Records contained in a dataset:
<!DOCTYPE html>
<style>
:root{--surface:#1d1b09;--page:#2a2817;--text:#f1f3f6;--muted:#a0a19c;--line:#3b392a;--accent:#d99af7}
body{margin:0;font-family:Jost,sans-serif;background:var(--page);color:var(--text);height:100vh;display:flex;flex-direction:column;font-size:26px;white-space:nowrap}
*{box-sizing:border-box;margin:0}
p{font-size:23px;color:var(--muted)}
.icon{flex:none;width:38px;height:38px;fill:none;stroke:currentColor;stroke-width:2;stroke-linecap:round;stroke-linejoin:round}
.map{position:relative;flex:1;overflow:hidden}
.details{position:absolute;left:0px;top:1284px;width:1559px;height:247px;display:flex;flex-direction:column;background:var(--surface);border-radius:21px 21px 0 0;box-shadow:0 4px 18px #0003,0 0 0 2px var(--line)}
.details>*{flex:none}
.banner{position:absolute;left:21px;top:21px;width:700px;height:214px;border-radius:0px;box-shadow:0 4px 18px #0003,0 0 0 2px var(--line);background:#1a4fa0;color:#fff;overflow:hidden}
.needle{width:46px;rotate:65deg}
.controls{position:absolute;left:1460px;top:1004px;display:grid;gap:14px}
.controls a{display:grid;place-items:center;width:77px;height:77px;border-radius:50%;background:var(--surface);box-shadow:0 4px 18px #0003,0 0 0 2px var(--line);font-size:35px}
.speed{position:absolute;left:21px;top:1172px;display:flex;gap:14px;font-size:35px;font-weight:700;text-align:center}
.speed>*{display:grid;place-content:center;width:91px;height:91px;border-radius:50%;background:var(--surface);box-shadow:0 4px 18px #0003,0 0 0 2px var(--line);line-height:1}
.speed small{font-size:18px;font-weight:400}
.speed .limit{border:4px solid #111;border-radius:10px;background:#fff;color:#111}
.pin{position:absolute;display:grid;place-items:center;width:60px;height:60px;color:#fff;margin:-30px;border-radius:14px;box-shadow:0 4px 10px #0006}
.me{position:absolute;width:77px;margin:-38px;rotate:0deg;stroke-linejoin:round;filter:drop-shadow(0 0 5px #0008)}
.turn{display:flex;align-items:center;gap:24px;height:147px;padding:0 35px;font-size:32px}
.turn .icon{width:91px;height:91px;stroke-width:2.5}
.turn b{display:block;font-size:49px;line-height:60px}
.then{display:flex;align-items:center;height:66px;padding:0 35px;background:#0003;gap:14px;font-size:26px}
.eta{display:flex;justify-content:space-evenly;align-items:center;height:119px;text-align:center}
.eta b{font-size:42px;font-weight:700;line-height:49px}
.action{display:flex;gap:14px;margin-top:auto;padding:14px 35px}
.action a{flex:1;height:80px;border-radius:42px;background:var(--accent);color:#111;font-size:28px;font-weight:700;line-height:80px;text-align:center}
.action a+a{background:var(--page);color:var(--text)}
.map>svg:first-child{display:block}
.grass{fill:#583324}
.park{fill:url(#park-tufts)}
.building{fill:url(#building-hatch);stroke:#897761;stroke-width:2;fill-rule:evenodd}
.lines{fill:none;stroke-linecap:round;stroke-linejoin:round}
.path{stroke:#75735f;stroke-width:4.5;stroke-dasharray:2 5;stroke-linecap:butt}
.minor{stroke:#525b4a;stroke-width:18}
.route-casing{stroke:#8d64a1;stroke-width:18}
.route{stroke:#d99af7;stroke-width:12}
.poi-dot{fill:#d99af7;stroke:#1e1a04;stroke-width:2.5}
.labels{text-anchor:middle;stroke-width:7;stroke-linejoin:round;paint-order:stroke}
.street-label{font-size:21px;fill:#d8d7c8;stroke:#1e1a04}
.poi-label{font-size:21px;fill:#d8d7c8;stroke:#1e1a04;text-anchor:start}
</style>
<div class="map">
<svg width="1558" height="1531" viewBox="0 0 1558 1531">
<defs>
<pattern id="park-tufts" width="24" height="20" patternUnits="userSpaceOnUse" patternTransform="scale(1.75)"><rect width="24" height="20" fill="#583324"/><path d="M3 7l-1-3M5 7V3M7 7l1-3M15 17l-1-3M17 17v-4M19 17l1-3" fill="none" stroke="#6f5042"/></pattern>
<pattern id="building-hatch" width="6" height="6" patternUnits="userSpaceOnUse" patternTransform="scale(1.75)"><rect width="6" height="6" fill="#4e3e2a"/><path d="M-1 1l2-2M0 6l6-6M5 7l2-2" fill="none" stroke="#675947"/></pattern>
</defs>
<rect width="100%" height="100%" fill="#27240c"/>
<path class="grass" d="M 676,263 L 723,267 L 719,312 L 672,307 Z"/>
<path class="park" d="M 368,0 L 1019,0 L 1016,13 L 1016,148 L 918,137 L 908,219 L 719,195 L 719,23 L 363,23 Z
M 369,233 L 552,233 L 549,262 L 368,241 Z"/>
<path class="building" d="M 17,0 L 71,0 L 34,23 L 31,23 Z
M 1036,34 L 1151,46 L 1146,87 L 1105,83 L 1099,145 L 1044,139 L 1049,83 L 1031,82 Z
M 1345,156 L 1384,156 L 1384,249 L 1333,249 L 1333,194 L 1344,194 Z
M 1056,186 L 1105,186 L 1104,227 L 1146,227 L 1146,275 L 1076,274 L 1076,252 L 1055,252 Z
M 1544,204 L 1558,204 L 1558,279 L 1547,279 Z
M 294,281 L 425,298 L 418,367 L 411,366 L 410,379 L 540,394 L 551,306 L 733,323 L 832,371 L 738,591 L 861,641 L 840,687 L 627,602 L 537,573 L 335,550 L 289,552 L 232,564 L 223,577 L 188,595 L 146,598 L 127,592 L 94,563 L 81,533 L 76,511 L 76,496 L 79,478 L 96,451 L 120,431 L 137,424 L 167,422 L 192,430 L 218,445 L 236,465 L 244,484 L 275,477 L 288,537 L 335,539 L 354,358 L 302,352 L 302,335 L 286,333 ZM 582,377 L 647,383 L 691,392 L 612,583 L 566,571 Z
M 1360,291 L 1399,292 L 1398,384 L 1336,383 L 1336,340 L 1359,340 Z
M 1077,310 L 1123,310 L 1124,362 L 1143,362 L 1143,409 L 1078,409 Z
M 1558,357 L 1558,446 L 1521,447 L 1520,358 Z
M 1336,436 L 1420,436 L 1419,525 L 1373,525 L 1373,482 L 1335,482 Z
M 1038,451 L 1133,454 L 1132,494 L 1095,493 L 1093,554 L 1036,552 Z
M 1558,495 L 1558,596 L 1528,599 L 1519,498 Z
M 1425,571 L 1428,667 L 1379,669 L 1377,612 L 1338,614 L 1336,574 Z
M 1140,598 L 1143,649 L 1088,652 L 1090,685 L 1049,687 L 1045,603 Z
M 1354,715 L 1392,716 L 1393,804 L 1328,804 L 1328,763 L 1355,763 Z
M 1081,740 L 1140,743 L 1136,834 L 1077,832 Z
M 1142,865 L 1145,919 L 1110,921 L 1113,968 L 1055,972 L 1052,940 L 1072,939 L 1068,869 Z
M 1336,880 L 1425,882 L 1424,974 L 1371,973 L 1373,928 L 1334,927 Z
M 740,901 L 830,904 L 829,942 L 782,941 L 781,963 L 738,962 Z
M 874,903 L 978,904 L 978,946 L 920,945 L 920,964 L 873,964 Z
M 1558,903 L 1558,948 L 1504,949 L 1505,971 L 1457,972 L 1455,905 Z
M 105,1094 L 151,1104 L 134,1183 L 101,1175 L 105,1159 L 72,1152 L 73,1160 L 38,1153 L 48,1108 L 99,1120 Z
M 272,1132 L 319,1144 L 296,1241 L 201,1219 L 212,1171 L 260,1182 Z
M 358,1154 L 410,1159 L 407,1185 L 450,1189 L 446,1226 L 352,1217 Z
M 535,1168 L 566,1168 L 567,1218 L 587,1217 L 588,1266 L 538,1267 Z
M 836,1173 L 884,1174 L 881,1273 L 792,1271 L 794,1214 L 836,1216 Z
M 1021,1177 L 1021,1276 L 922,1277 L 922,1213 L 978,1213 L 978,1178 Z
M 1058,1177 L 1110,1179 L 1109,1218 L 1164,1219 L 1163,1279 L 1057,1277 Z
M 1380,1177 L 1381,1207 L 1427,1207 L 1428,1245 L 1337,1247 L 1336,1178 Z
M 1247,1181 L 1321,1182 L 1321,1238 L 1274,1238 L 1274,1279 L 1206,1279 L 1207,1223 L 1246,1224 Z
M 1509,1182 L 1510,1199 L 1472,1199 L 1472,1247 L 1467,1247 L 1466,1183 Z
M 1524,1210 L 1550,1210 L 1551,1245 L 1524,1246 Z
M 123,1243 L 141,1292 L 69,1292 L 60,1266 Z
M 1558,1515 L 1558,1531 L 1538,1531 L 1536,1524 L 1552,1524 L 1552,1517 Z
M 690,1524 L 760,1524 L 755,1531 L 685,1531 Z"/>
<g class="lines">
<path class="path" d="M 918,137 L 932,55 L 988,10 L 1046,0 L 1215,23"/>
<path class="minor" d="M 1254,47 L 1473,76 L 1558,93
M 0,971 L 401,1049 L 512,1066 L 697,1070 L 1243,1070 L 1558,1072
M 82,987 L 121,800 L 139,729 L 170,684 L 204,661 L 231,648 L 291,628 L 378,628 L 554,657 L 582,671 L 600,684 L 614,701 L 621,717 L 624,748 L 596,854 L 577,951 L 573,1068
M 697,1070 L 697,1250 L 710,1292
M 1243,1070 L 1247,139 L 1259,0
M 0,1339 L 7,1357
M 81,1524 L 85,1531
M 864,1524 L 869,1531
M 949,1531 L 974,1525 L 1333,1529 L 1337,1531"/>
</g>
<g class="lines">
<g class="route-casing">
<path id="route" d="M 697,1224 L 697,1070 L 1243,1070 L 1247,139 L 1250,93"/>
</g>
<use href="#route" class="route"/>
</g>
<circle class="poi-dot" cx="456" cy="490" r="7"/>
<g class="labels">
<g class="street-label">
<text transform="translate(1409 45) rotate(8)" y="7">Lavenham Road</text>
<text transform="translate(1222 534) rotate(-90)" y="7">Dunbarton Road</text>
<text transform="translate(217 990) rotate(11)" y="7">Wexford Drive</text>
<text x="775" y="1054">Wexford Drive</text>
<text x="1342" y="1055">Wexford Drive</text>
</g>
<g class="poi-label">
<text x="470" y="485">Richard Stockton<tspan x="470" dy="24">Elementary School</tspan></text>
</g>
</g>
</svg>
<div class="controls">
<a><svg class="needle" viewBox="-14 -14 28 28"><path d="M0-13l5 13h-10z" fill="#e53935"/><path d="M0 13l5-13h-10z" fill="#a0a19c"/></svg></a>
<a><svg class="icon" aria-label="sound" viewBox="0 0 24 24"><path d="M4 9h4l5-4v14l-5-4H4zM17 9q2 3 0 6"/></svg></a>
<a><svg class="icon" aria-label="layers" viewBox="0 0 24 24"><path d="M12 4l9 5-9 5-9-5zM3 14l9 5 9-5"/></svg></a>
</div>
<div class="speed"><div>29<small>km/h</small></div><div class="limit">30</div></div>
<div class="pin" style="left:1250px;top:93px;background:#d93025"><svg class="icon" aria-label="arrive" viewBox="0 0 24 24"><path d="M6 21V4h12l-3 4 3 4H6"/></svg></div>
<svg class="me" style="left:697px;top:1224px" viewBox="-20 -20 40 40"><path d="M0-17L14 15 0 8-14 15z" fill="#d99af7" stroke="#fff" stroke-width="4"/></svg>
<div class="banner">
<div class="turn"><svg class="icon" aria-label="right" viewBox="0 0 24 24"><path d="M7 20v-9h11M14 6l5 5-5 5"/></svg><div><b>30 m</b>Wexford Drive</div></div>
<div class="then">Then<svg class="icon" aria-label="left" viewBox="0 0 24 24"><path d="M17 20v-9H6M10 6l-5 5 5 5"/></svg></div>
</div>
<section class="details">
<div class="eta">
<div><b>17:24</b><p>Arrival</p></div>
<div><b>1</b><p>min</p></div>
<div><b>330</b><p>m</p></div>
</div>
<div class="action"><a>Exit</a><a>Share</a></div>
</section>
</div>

**WHAT IS EXPECTED**
Copy out each line carrying the string "linejoin" from the data.

**EXERCISE RESPONSE**
.icon{flex:none;width:38px;height:38px;fill:none;stroke:currentColor;stroke-width:2;stroke-linecap:round;stroke-linejoin:round}
.me{position:absolute;width:77px;margin:-38px;rotate:0deg;stroke-linejoin:round;filter:drop-shadow(0 0 5px #0008)}
.lines{fill:none;stroke-linecap:round;stroke-linejoin:round}
.labels{text-anchor:middle;stroke-width:7;stroke-linejoin:round;paint-order:stroke}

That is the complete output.